> Saved data entries
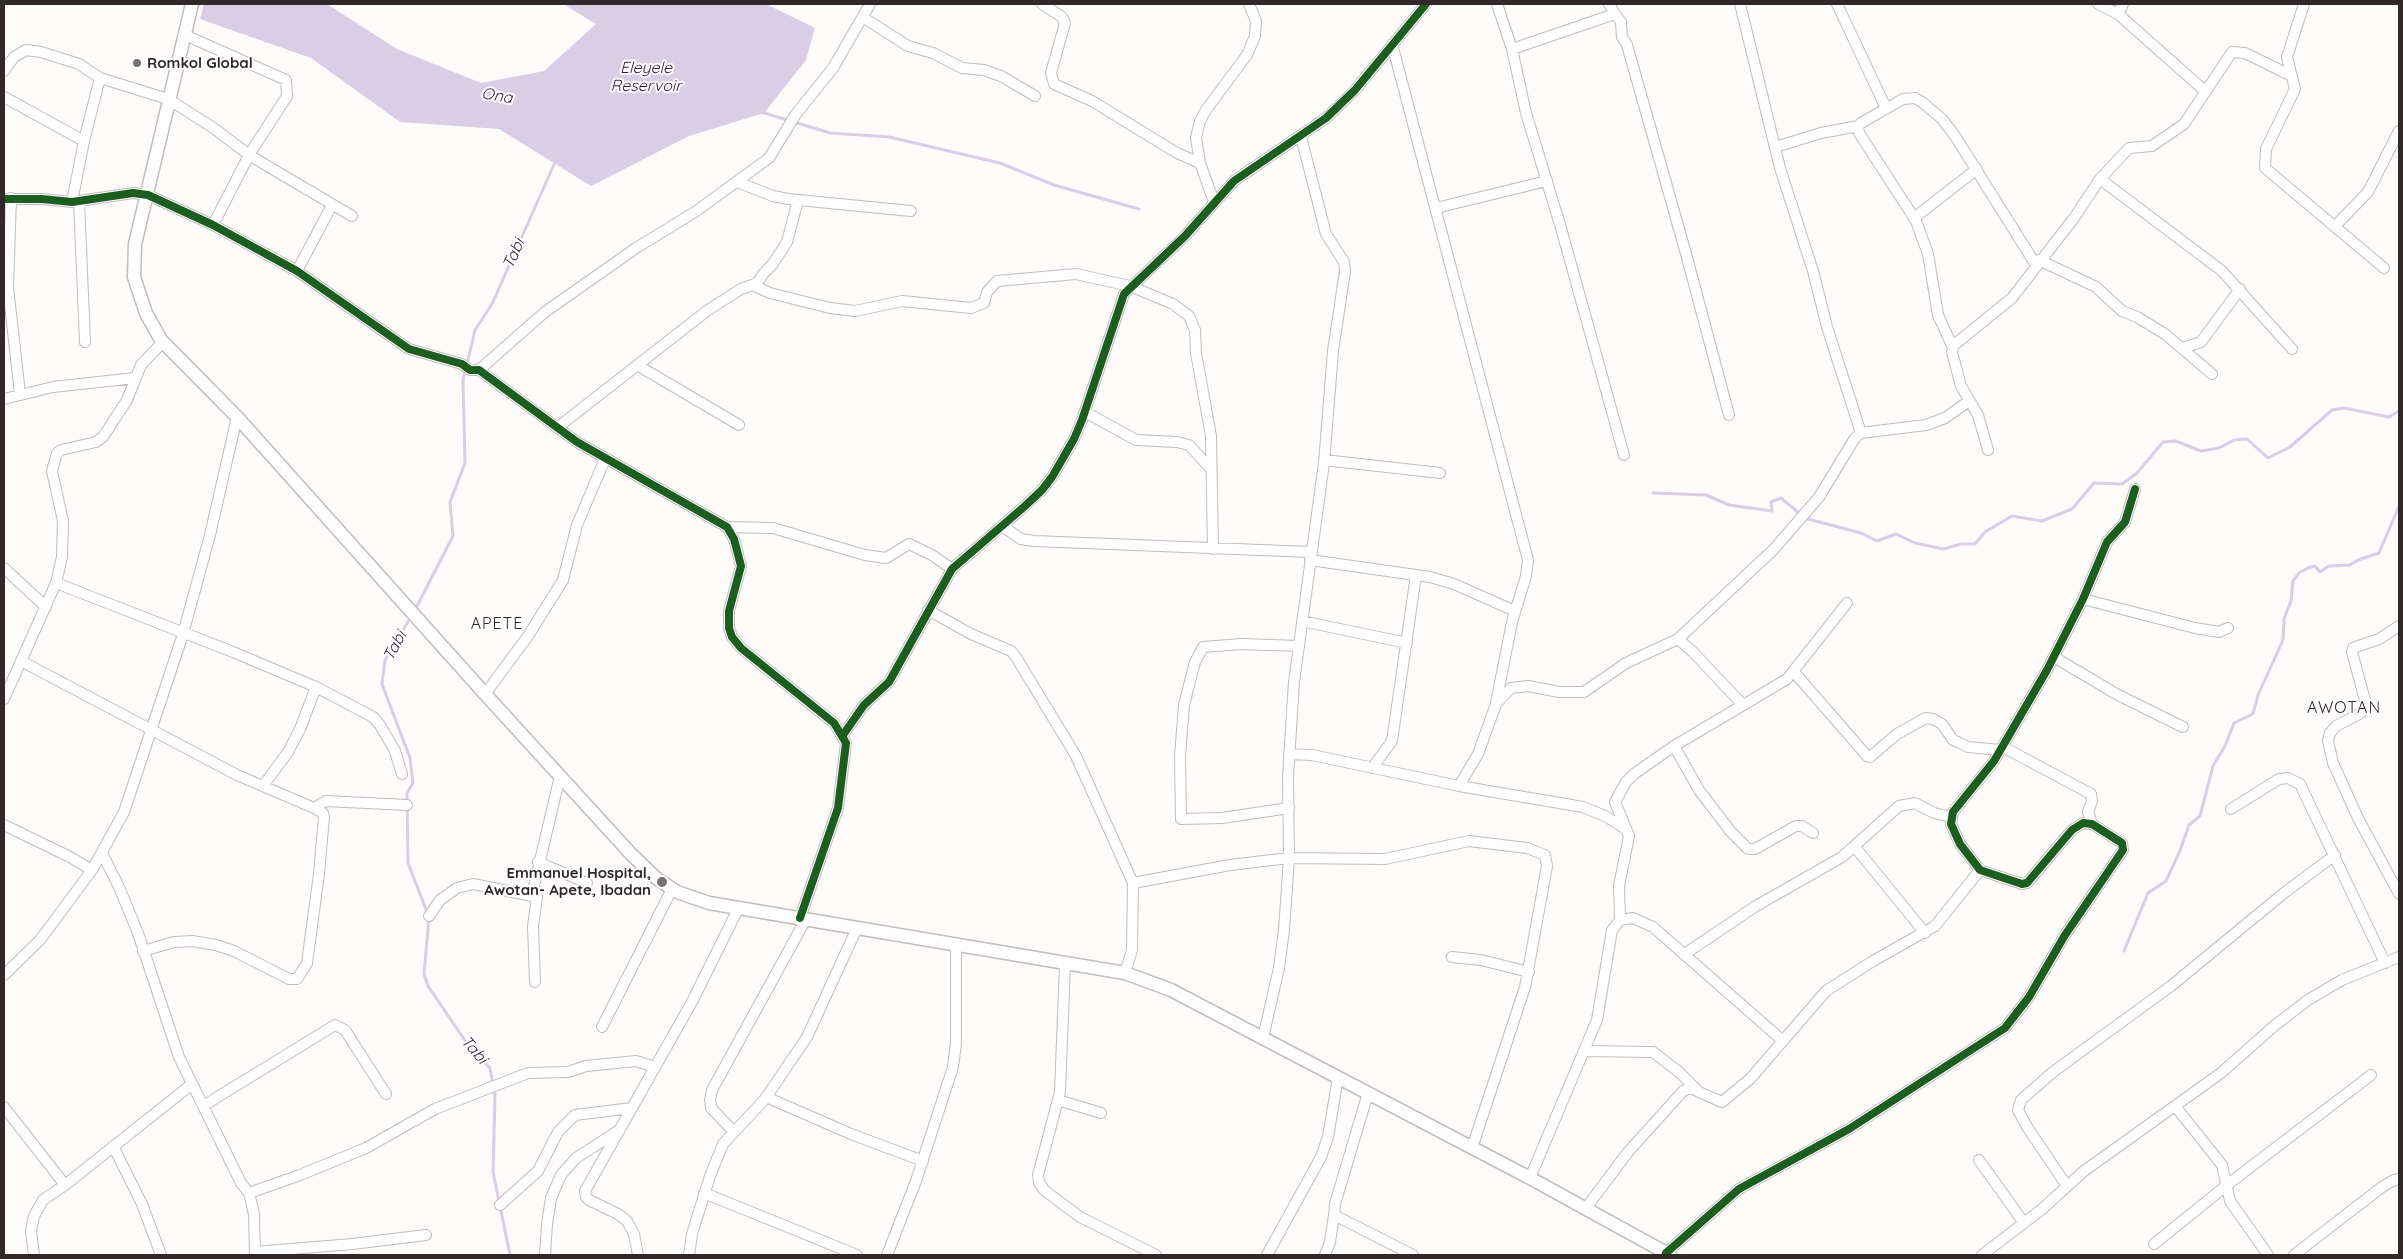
<!DOCTYPE html>
<style>
body{margin:0}
#map{position:relative;width:2403px;height:1259px;overflow:hidden;background:#fefbfb;font-family:Quicksand,sans-serif}
canvas{display:block}
.frame{position:absolute;inset:0;border:5px solid #312829;pointer-events:none}
</style>
<div id="map">
<canvas width="2403" height="1259"></canvas>
<div class="frame"></div>
</div>
<script>
const context = document.querySelector('canvas').getContext('2d');
context.lineJoin = 'round';
function paint(path, color) {
  context.fillStyle = color;
  context.fill(path, 'evenodd');
}
function toPath(rows) {
  const path = new Path2D();
  for (const r of rows) {
    path.moveTo(r[0], r[1]);
    for (let i = 2; i < r.length; i += 2) path.lineTo(r[i], r[i + 1]);
  }
  return path;
}
function strokePath(path, color, width, dash) {
  context.strokeStyle = color;
  context.lineWidth = width;
  context.lineCap = dash ? 'butt' : 'round';
  context.setLineDash(dash || []);
  context.stroke(path);
}
function drawText(font, color, halo, rows, align = 'center') {
  context.font = font + ' Quicksand,sans-serif';
  context.lineWidth = 4;
  context.setLineDash([]);
  context.textBaseline = 'middle';
  context.strokeStyle = halo;
  context.fillStyle = color;
  for (const [text, x, y, turn = 0] of rows) {
    context.save();
    context.translate(x, y);
    context.rotate((+turn || 0) * Math.PI / 180);
    context.textAlign = isNaN(turn) ? turn : align;
    if (halo) context.strokeText(text, 0, 0);
    context.fillText(text, 0, 0);
    context.restore();
  }
}
paint(toPath([
 [204,4,327,4,397,49,481,83,544,71,596,24,563,4,766,4,815,28,806,60,764,113,689,136,591,186,499,129,400,122,311,58,200,19]
]), '#dacee7');
strokePath(toPath([
 [761,112,830,133,889,137,1000,163,1054,185,1139,209],
 [467,364,475,330,492,304,556,160],
 [1653,493,1706,495,1729,505,1772,511,1771,502,1781,498,1799,513],
 [1808,519,1861,533,1877,541,1896,534,1915,543,1943,549,1961,544,1975,544,1985,532,2012,516,2042,521,2072,509,2094,483,2122,484,2137,473,2163,442,2176,441,2201,451,2219,448,2234,440,2247,439,2268,458,2290,447,2332,410,2344,408,2389,417,2399,411],
 [415,610,453,536,450,502,465,463,463,380,465,371],
 [411,617,385,660,382,684,410,758,413,783,407,793,408,863,427,912],
 [429,918,424,974,428,986,468,1045,490,1068,495,1095,493,1172,510,1255],
 [2124,951,2148,893,2166,881,2179,853,2189,825,2200,816,2213,766,2225,746,2234,723,2253,714,2258,695,2283,640,2284,619,2291,601,2293,581,2299,573,2308,568,2315,566,2320,572,2329,566,2350,565,2358,560,2379,553,2399,506]
]), '#dacee7', 3);
const minor = toPath([
 [1042,4,1062,17,1065,23,1051,73,1054,84,1092,101,1177,153,1200,163],
 [1497,4,1512,49,1526,113,1561,228,1624,455],
 [1609,4,1615,14],
 [1740,4,1780,168,1813,271,1827,327,1861,433],
 [1837,4,1886,108],
 [2098,4,2118,14],
 [2123,4,2118,14,2206,92],
 [2304,4,2287,57,2295,89,2266,149,2265,168,2384,268],
 [864,18,908,46,933,53,962,68,984,70,1001,76,1035,96],
 [185,35,286,80,287,96,249,155,213,225],
 [1392,44,1528,560,1526,576,1512,622,1496,703],
 [1512,49,1615,14,1621,22,1622,37,1627,45,1685,250,1729,415],
 [4,71,14,57,26,50,41,52,79,64,100,78,168,99,215,129,249,155,352,216],
 [4,97,84,141],
 [1775,147,1821,133,1858,126],
 [2100,179,2222,271,2292,349],
 [737,182,773,196,788,199,911,211],
 [11,198,8,287,20,394],
 [4,199,42,199,72,202,133,193,148,195,213,225,297,271,409,349,462,364,470,370,479,370,577,442,727,527,734,539,741,566,729,611,729,628,732,637,741,648,834,723,846,743,838,808,800,918],
 [79,201,85,342],
 [72,202,84,141,100,78],
 [1214,202,1200,163,1196,138,1200,121,1206,110,1247,55,1255,36,1256,21,1249,4],
 [1436,208,1547,181],
 [1914,218,1977,169],
 [2335,226,2368,192,2399,131],
 [2039,260,2096,287,2122,311,2137,317,2165,334,2212,374],
 [297,271,332,205],
 [752,285,757,283,764,273,772,265,787,242,798,200],
 [1953,348,1938,315,1928,254,1916,221,1859,133,1858,126,1861,123,1903,99,1915,98,1922,102,1942,119,1955,136,2036,265],
 [2182,348,2201,342,2240,289],
 [637,365,739,425],
 [479,370,545,312,636,248,695,212,769,158,796,114,833,68,870,4],
 [4,399,53,387,135,378],
 [1085,412,1136,440,1177,442,1189,445,1211,469],
 [558,427,708,310,741,289,752,285,770,293,830,308,855,311,902,301,971,308,984,303,987,292,997,281,1076,274,1130,286,1173,304,1189,316,1195,330,1196,353,1211,436,1213,549],
 [1988,450,1978,415,1961,386,1952,352,1954,345,2012,298,2074,218,2100,179,2129,148,2152,146,2184,124,2232,52,2245,53,2292,76],
 [1324,460,1440,473],
 [1002,526,1021,539,1034,541,1311,552],
 [727,527,773,528,865,555,886,558,909,544,932,555,952,569],
 [1310,560,1430,577,1454,584,1515,611],
 [4,568,46,607],
 [56,583,233,652,316,687,373,717,380,725,395,751,402,774],
 [2083,599,2195,628,2219,632,2228,628],
 [928,610,971,634,1011,651,1016,657,1076,756,1133,883,1132,950,1125,973],
 [1302,621,1407,643],
 [2399,626,2379,639,2353,648,2352,652,2366,704,2361,713,2336,726,2330,733,2328,741,2333,763,2358,818,2399,894],
 [1678,639,1693,652,1743,705],
 [2054,657,2118,695,2183,727],
 [21,661,237,775,314,808,323,813,324,817,319,874,307,963,297,979,289,979,234,951,216,945,192,941,174,942,143,951],
 [1794,672,1867,756,1870,757,1897,734,1926,718,1933,719,1942,724,1953,740,1960,743,1968,747,2001,750],
 [485,694,528,636,563,580,577,525,605,459],
 [4,699,56,583,62,557,63,521,52,471,57,453,61,450,96,442,103,437,127,400,141,365,163,342],
 [843,735,864,705,889,682,952,569,1025,506,1042,490,1052,477,1074,439,1082,420,1124,294,1185,236,1234,181,1326,118,1355,90,1426,4],
 [1674,746,1699,790,1731,832,1748,849,1755,849,1796,826,1802,826,1813,833],
 [2003,747,2091,794,2092,801,2088,812,2092,824],
 [1289,754,1312,755,1459,786,1583,807,1605,816,1626,829],
 [1372,768,1392,741,1416,575],
 [263,786,288,752,300,729,316,687],
 [1459,786,1478,754,1496,704,1511,688,1528,686,1559,692,1584,692,1626,663,1678,639,1773,550,1794,526,1819,497,1855,438,1861,433,1926,425,1945,418,1969,401],
 [314,808,326,801,407,805],
 [1289,808,1222,818,1181,819,1180,756,1184,705,1195,662,1203,647,1241,644,1299,646],
 [2231,809,2279,779,2288,778,2300,784,2385,963],
 [4,825,70,857,92,870],
 [1855,847,1925,933],
 [102,853,119,887,138,933,179,1057,241,1183,249,1193,254,1214,255,1255],
 [538,862,587,883],
 [1133,883,1230,865,1289,858,1385,859,1469,841,1527,848,1545,855,1547,866,1525,987,1472,1148],
 [429,916,440,900,457,888,473,884,537,897],
 [1620,920,1619,886,1629,836,1615,802,1626,782,1634,774,1674,746,1787,679,1847,603],
 [1686,953,1756,906,1842,857,1899,806,1915,803,1934,813,1951,817],
 [1452,957,1481,960,1529,972],
 [1065,964,1060,1092,1038,1175,1039,1182,1044,1190,1080,1217,1156,1255],
 [4,975,40,940,92,870,124,812,183,634,210,535,237,417],
 [535,982,533,926,537,897,534,886,560,776],
 [602,1027,672,889],
 [1263,1038,1279,968,1284,930,1289,858,1288,777,1294,682,1324,463,1333,351,1345,271,1344,262,1326,234,1301,137],
 [1584,1051,1653,1052,1680,1073,1698,1091],
 [1368,1093,1335,1204,1334,1215,1413,1255],
 [766,1097,851,1134,923,1161],
 [1058,1100,1101,1113],
 [203,1106,335,1025,345,1030,386,1094],
 [2175,1106,2222,1165,2230,1201,2268,1255],
 [4,1107,65,1185],
 [733,1131,711,1108,710,1100,712,1090,806,919],
 [113,1146,142,1204,161,1255],
 [1979,1160,2024,1223],
 [1530,1178,1597,1020,1612,930,1620,920,1633,918,1653,927,1783,1041],
 [2067,1186,2027,1127,2018,1110,2021,1100,2053,1072,2171,986,2284,893,2335,855],
 [249,1193,300,1175,366,1148,435,1109,528,1073,568,1072,586,1066,636,1061,655,1067],
 [704,1193,857,1255],
 [500,1205,538,1171,558,1132,575,1115,632,1108],
 [1586,1208,1628,1152,1683,1091,1690,1088,1722,1102,1750,1079,1826,991,1873,961,1935,926,1980,870],
 [2154,1244,2227,1185,2371,1075],
 [255,1252,352,1244,426,1235],
 [1666,1253,1739,1189,1849,1129,2005,1028,2029,997,2065,935,2123,850,2122,843,2092,824,2083,823,2072,830,2027,883,2022,884,1980,870,1960,844,1951,824,1953,812,1994,761,2047,670,2083,599,2107,542,2125,522,2135,489],
 [34,1255,31,1231,34,1216,43,1200,65,1185,192,1084],
 [545,1255,547,1224,551,1198,561,1175,576,1158,618,1131],
 [638,1255,634,1234,627,1221,618,1214,589,1200,586,1197,585,1191,693,1000,739,907],
 [689,1255,692,1234,710,1176,723,1144,765,1099,807,1037,857,928],
 [887,1255,916,1181,953,1067,956,1043,956,945],
 [1267,1255,1321,1157,1328,1137,1338,1077],
 [1325,1255,1330,1242,1334,1215],
 [1982,1255,2041,1210,2084,1171,2221,1073,2274,1026,2308,1000,2342,980,2399,957],
 [2294,1255,2382,1187,2394,1180,2399,1179]
]);
const major = toPath([
 [192,4,135,244,134,277,146,313,161,340,237,417,485,694,631,854,656,878,677,892,709,903,1125,973,1171,990,1530,1178,1670,1255]
]);
strokePath(minor, '#c2bcbd', 12);
strokePath(major, '#c2bcbd', 15);
strokePath(minor, '#fffefe', 10);
strokePath(major, '#fffefe', 12);
strokePath(toPath([
 [4,199,42,199,72,202,133,193,148,195,213,225,297,271,409,349,462,364,470,370,479,370,577,442,727,527,734,539,741,566,729,611,729,628,732,637,741,648,834,723,846,743,838,808,800,918],
 [843,735,864,705,889,682,952,569,1025,506,1042,490,1052,477,1074,439,1082,420,1124,294,1185,236,1234,181,1326,118,1355,90,1426,4],
 [1666,1253,1739,1189,1849,1129,2005,1028,2029,997,2065,935,2123,850,2122,843,2092,824,2083,823,2072,830,2027,883,2022,884,1980,870,1960,844,1951,824,1953,812,1994,761,2047,670,2083,599,2107,542,2125,522,2135,489]
]), '#1b5e20', 8);
for (const [x, y, r, color] of [
 [137,63,5,"#797272"],
 [662,882,6,"#797272"]
]) {
  const dot = new Path2D();
  dot.arc(x, y, r, 0, 2 * Math.PI);
  context.fillStyle = color;
  context.fill(dot);
  strokePath(dot, '#fff', 2);
}
drawText('bold 15px', '#312829', '#fff', [
 ["Romkol Global",147,63],
 ["Emmanuel Hospital,",651,873,"right"],
 ["Awotan- Apete, Ibadan",651,890,"right"]
], 'left');
drawText('italic 16px', '#38214e', '#fff', [
 ["Eleyele",646,68],
 ["Reservoir",646,86],
 ["Ona",497,96,9],
 ["Tabi",514,254,-66],
 ["Tabi",395,646,-62],
 ["Tabi",474,1050,49]
]);
context.letterSpacing = '1px';
drawText('16px', '#312829', '#fff', [
 ["APETE",497,624],
 ["AWOTAN",2344,708]
]);
context.letterSpacing = '0px';
</script>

> Task directions
Your reply should be the lines of the records from the start through the line with "path.moveTo(r[0], r[1]);", copied word for word, pictures omitted.

> Exercise output
<!DOCTYPE html>
<style>
body{margin:0}
#map{position:relative;width:2403px;height:1259px;overflow:hidden;background:#fefbfb;font-family:Quicksand,sans-serif}
canvas{display:block}
.frame{position:absolute;inset:0;border:5px solid #312829;pointer-events:none}
</style>
<div id="map">
<canvas width="2403" height="1259"></canvas>
<div class="frame"></div>
</div>
<script>
const context = document.querySelector('canvas').getContext('2d');
context.lineJoin = 'round';
function paint(path, color) {
  context.fillStyle = color;
  context.fill(path, 'evenodd');
}
function toPath(rows) {
  const path = new Path2D();
  for (const r of rows) {
    path.moveTo(r[0], r[1]);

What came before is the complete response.